Records provided:

<<<<

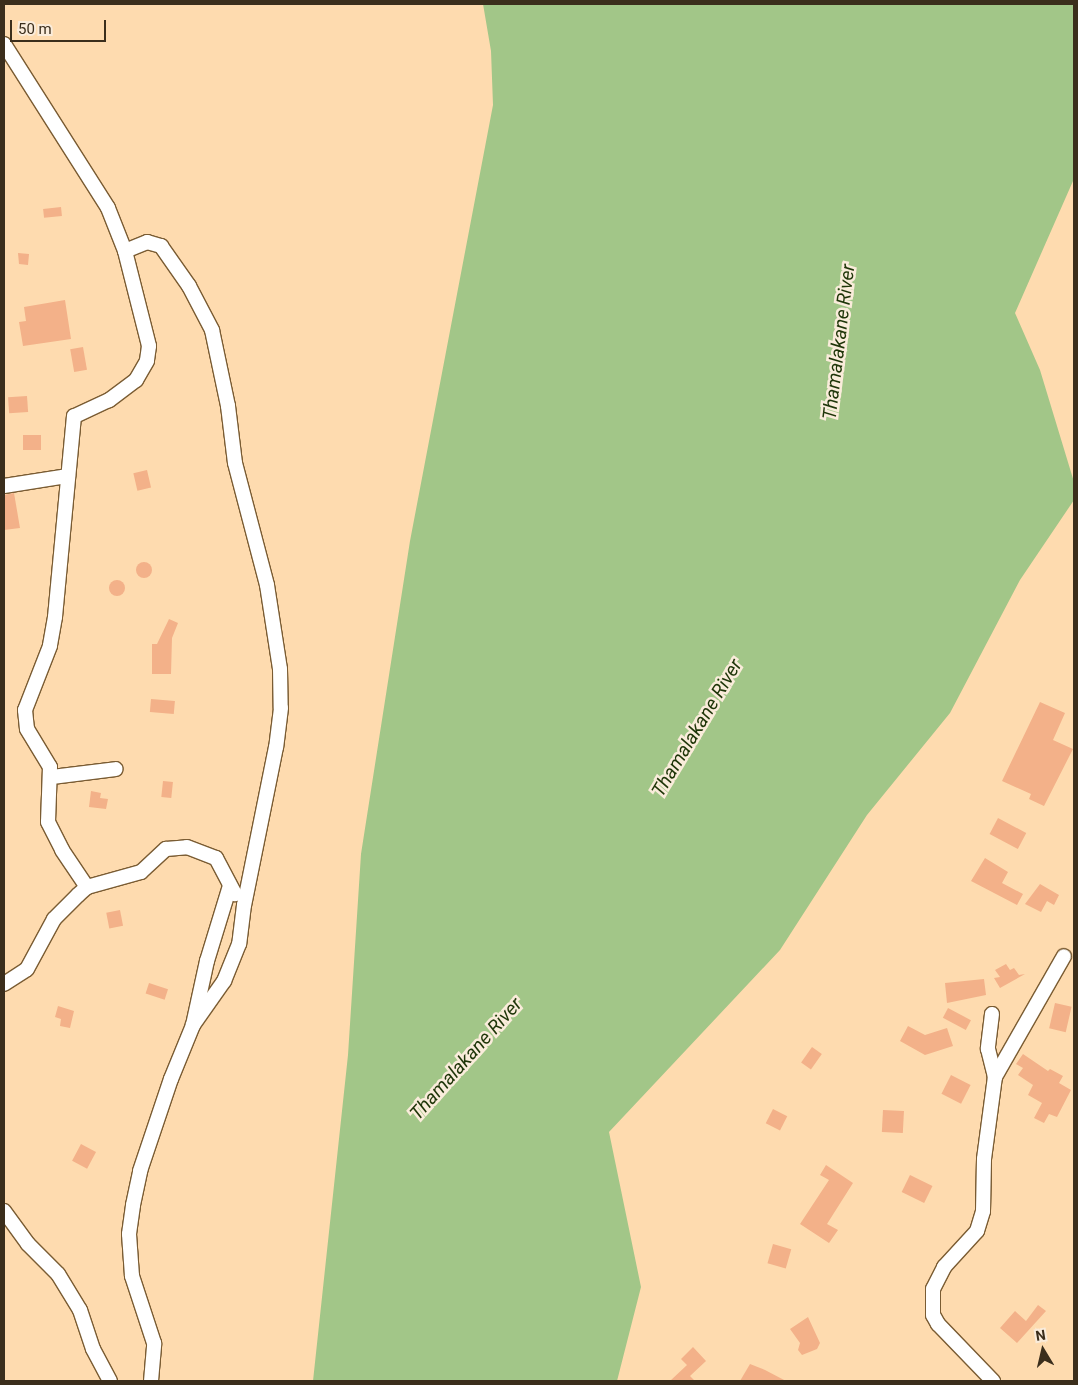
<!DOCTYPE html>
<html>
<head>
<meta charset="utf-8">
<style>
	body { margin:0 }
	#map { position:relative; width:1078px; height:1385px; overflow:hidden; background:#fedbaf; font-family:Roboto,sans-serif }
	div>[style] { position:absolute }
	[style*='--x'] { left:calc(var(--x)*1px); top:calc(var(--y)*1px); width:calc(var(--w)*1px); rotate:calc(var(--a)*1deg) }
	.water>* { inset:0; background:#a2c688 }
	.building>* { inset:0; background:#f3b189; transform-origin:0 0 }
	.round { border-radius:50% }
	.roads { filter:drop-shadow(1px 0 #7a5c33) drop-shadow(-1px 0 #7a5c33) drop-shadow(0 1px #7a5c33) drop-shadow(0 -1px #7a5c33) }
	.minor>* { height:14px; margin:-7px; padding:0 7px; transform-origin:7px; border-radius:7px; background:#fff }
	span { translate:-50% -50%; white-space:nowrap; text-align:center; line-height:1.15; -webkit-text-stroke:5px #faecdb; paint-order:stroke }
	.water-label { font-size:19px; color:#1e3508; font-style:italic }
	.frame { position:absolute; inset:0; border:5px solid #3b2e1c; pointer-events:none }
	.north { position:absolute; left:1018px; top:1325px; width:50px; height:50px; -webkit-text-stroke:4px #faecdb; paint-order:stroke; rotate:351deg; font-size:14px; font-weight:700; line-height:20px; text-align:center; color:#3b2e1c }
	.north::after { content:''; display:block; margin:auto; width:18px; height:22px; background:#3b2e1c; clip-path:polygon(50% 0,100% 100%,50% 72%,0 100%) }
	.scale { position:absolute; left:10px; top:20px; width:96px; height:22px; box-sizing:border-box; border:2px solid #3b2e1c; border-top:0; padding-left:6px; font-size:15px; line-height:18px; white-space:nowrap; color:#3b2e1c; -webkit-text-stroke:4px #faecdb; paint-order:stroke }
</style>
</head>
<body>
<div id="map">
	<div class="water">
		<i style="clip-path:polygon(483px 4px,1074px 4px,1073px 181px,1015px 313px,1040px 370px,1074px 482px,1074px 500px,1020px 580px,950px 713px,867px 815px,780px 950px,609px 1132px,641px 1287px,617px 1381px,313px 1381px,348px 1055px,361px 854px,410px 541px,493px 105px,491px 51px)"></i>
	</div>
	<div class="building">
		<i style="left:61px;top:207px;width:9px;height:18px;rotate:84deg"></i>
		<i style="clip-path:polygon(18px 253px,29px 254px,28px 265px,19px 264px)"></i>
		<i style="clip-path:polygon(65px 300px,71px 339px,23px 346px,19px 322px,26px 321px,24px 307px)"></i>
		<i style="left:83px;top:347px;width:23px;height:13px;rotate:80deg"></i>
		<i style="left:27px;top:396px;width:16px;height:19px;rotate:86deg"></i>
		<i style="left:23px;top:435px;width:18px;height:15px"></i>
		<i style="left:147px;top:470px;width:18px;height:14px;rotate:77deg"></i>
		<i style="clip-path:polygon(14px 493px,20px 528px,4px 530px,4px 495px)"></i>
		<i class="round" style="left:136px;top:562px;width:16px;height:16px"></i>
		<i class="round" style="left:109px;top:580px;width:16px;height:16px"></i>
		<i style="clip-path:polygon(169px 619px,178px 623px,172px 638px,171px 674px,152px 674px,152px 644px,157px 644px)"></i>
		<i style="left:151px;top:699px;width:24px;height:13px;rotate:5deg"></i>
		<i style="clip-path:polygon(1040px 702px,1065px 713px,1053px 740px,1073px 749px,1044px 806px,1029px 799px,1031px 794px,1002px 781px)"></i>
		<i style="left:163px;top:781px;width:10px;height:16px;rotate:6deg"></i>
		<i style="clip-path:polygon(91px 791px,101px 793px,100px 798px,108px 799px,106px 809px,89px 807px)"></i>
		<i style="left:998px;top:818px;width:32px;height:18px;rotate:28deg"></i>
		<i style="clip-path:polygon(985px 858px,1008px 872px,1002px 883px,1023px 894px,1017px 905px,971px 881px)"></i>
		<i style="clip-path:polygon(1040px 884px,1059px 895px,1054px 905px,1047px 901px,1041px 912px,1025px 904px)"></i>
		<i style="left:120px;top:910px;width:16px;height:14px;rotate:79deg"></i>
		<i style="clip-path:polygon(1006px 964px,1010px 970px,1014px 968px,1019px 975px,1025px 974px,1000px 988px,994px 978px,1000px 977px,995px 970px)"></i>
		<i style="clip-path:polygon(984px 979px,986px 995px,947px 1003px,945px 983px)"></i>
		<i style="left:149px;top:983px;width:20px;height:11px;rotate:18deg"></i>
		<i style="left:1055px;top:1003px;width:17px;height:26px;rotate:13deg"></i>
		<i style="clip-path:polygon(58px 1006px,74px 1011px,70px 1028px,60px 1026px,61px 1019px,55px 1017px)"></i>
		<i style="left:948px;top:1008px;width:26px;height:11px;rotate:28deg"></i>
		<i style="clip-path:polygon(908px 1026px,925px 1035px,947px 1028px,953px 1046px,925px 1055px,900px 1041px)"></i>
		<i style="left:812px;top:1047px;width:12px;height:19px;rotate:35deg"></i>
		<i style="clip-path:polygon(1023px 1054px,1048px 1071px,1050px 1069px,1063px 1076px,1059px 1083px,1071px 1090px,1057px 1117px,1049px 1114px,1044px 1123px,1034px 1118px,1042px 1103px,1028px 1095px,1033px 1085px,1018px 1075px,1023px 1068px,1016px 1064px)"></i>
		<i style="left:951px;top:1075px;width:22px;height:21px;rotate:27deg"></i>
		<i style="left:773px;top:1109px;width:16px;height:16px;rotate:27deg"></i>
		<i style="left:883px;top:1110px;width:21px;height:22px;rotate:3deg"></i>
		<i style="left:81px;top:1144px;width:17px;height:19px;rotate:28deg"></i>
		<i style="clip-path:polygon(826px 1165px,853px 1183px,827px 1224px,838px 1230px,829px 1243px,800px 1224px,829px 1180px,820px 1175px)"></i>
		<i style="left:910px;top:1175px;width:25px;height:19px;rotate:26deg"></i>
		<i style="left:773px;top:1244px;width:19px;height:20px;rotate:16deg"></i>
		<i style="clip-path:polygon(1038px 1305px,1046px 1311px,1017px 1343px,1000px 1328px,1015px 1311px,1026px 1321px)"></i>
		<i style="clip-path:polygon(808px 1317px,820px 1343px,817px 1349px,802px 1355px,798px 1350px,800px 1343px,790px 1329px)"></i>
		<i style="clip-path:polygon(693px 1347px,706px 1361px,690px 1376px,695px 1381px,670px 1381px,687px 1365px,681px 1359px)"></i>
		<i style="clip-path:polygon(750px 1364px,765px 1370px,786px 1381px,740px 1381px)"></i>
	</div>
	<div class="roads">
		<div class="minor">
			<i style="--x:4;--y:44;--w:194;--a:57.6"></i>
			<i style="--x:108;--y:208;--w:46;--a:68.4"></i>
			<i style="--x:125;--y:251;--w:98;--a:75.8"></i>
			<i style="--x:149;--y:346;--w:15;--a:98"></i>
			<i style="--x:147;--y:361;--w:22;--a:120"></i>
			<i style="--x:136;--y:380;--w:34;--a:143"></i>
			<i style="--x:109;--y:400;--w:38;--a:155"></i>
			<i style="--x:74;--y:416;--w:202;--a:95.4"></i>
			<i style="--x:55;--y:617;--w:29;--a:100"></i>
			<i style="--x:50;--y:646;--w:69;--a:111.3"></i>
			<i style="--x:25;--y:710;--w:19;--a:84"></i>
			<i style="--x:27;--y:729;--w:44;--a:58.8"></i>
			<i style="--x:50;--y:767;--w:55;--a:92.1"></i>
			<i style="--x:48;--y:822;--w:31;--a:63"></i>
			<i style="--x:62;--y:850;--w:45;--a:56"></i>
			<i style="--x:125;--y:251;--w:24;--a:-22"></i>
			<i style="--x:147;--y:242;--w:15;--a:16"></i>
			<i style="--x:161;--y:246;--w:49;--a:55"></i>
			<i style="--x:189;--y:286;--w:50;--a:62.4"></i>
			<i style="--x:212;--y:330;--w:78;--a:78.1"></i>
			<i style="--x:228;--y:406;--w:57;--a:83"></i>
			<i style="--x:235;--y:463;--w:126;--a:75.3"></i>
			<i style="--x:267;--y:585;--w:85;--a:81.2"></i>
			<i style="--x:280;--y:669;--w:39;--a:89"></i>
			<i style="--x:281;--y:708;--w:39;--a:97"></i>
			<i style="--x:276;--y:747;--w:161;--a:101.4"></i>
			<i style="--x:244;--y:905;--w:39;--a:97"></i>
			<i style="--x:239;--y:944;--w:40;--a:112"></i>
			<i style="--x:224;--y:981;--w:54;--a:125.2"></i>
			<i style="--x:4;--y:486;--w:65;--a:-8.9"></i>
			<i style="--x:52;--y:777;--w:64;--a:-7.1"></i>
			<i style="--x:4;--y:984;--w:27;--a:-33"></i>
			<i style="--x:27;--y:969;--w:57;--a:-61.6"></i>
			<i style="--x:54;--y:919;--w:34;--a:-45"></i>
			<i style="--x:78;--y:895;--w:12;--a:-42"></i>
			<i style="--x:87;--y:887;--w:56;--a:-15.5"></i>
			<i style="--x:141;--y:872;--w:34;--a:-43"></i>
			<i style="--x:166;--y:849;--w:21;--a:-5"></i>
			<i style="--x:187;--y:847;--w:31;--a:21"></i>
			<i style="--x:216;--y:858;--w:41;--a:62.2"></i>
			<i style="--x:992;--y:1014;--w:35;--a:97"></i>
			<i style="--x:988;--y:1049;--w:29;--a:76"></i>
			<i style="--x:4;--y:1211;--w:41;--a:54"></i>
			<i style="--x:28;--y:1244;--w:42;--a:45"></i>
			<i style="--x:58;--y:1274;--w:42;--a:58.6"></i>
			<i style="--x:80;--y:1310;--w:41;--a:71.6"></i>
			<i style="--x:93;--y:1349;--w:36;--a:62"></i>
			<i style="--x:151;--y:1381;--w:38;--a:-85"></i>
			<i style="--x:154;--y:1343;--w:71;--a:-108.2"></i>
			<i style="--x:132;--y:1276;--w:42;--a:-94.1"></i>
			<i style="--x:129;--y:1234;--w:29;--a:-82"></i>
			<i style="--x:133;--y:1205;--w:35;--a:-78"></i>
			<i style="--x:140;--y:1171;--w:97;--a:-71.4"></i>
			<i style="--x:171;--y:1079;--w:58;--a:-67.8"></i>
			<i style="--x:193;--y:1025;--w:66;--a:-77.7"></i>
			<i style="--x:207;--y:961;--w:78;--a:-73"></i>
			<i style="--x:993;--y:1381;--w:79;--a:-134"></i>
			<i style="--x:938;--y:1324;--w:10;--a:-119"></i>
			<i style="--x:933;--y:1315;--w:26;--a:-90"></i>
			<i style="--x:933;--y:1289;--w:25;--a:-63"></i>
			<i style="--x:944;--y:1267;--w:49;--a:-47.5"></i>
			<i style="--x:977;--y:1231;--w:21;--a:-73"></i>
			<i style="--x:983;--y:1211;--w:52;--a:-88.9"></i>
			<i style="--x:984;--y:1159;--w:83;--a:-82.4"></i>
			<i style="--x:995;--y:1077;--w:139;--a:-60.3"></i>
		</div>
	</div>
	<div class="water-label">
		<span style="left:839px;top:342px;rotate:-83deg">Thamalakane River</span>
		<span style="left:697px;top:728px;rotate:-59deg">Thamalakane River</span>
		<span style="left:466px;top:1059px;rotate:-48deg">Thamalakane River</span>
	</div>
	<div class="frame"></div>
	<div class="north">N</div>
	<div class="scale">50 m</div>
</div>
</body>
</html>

>>>>
<<<<

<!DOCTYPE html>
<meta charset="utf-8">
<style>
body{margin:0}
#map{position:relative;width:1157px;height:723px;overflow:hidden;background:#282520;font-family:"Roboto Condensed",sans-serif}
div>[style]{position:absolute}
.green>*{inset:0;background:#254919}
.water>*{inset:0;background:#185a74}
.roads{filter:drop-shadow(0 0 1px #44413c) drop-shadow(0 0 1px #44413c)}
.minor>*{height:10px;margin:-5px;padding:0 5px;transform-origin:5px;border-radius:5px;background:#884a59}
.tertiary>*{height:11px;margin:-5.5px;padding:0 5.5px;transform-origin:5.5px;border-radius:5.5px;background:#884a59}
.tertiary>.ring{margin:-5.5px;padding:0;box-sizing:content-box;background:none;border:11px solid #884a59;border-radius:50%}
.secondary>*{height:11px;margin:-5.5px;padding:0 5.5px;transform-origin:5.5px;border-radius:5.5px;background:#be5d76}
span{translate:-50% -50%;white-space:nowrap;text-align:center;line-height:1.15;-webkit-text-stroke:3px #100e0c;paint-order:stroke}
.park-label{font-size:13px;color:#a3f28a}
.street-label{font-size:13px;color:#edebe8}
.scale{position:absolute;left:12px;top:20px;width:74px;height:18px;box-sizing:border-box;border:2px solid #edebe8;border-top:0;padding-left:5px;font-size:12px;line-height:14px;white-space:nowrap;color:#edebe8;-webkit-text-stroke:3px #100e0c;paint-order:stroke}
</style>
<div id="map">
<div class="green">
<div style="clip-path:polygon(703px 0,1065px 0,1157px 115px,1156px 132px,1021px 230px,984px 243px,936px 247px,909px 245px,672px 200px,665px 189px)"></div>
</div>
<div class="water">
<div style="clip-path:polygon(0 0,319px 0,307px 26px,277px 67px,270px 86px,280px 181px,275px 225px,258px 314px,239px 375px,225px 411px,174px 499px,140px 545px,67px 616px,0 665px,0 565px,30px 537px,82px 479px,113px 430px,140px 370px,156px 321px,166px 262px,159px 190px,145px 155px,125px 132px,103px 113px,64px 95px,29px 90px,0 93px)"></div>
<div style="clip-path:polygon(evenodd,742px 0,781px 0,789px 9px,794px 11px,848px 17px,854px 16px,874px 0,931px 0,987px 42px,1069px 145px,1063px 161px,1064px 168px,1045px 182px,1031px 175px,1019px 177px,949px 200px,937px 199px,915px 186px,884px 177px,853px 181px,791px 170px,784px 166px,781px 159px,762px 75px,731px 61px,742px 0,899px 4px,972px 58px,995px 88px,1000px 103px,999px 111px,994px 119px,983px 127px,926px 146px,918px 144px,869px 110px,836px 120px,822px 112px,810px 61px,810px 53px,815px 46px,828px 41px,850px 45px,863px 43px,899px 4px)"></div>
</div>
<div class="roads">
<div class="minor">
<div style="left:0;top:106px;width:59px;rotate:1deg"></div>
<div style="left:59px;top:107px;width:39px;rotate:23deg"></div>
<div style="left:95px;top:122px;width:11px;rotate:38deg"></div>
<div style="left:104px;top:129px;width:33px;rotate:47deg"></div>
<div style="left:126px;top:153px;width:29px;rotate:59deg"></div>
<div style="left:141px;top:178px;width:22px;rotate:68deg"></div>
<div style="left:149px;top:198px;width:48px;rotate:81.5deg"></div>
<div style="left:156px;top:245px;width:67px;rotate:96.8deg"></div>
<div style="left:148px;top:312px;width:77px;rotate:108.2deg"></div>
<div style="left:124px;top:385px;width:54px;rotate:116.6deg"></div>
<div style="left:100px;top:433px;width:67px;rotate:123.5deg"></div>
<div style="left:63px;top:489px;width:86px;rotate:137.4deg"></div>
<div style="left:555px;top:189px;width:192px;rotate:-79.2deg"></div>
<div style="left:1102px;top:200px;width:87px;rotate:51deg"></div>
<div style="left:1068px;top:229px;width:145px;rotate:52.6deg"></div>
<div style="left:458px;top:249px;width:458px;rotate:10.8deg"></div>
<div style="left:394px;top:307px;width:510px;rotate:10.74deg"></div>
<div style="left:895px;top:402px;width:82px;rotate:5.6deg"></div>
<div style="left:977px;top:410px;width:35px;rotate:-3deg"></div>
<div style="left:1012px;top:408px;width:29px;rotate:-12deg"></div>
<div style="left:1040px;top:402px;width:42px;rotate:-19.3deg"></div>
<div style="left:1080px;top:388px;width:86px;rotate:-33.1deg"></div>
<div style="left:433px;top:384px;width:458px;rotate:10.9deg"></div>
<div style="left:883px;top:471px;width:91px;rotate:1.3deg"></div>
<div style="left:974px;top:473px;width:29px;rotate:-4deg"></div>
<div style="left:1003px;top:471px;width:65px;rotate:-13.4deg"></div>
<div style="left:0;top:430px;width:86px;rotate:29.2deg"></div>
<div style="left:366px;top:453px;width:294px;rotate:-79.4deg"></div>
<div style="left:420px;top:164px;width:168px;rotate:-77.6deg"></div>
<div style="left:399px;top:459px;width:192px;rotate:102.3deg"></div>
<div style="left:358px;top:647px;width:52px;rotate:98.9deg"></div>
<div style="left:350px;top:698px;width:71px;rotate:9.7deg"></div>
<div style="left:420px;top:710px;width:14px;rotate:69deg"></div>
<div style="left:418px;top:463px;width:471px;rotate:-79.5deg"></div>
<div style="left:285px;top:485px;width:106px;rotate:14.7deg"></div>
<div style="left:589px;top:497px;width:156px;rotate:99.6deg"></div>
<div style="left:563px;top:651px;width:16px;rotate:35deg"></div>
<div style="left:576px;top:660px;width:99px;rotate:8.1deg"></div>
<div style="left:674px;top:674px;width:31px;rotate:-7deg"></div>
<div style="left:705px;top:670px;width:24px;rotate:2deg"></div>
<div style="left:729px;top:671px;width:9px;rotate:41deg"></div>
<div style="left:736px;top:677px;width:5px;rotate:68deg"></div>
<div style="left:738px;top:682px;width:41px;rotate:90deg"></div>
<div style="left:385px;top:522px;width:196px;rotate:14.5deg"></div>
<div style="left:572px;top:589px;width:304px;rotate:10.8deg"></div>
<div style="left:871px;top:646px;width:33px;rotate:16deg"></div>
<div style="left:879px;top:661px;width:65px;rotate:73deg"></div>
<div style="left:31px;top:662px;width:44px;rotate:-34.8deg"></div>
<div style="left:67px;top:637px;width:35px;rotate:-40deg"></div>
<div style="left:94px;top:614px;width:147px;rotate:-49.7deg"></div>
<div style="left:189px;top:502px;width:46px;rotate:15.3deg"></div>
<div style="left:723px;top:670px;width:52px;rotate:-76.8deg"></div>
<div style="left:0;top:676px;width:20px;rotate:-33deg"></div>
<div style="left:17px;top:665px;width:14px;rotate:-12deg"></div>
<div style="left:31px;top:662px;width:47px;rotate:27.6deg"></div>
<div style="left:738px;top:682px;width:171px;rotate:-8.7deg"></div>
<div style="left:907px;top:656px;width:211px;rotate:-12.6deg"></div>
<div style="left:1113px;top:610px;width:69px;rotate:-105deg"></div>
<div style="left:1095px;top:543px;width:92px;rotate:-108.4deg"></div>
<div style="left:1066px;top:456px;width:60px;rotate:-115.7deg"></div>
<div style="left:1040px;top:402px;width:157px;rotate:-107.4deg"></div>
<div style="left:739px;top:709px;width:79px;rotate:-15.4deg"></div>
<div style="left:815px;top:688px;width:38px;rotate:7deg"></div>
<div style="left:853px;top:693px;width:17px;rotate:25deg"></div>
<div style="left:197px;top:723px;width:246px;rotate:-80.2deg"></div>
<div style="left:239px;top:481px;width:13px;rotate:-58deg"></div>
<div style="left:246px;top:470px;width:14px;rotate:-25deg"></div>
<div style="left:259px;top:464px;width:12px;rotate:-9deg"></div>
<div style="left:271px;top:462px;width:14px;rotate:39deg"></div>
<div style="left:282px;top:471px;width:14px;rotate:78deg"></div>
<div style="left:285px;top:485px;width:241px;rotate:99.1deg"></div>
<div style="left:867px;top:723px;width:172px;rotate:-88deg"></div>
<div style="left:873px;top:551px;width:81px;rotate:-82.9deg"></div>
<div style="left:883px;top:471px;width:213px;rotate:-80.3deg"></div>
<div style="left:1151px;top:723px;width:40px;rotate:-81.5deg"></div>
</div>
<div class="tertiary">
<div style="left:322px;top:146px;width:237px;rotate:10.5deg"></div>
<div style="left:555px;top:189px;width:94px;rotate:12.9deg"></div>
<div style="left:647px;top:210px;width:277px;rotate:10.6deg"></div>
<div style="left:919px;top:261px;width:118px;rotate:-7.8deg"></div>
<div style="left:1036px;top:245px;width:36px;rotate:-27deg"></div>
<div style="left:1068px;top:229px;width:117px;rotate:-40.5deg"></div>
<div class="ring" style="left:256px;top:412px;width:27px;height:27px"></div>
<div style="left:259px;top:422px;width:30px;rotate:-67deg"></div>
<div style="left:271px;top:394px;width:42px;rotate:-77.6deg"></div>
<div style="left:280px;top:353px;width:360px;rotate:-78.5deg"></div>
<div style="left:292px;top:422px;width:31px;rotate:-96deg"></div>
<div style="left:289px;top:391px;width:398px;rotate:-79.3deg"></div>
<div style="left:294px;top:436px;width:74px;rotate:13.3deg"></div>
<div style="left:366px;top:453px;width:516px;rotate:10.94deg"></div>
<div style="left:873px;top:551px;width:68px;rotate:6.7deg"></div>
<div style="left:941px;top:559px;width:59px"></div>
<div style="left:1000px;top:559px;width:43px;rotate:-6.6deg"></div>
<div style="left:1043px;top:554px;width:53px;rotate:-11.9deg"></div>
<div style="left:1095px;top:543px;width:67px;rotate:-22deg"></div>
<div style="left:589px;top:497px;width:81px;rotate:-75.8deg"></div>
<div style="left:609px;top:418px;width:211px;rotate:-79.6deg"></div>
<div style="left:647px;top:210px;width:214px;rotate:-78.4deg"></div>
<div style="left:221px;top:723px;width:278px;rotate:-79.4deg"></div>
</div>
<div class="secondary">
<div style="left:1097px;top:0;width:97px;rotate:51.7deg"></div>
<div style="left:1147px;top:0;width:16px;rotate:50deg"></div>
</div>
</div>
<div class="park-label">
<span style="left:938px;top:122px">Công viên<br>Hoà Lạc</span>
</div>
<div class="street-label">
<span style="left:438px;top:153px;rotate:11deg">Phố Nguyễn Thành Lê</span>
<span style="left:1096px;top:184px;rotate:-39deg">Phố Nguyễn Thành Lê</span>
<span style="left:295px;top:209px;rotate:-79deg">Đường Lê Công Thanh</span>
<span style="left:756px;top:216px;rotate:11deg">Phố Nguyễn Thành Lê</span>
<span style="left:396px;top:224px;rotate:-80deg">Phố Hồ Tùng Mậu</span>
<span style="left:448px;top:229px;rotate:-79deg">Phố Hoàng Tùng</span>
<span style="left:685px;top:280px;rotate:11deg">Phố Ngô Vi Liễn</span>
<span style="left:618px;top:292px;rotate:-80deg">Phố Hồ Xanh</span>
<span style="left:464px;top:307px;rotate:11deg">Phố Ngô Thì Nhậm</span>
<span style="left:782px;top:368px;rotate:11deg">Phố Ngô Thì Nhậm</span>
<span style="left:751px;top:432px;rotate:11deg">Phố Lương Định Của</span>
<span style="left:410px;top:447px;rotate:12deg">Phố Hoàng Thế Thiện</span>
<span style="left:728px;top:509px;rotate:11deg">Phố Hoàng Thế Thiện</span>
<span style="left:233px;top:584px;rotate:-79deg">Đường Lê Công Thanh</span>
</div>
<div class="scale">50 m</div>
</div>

>>>>

Your goal:
Scan the material above for the word "overflow", and copy each line where it appears.

Exercise answer:
	#map { position:relative; width:1078px; height:1385px; overflow:hidden; background:#fedbaf; font-family:Roboto,sans-serif }
#map{position:relative;width:1157px;height:723px;overflow:hidden;background:#282520;font-family:"Roboto Condensed",sans-serif}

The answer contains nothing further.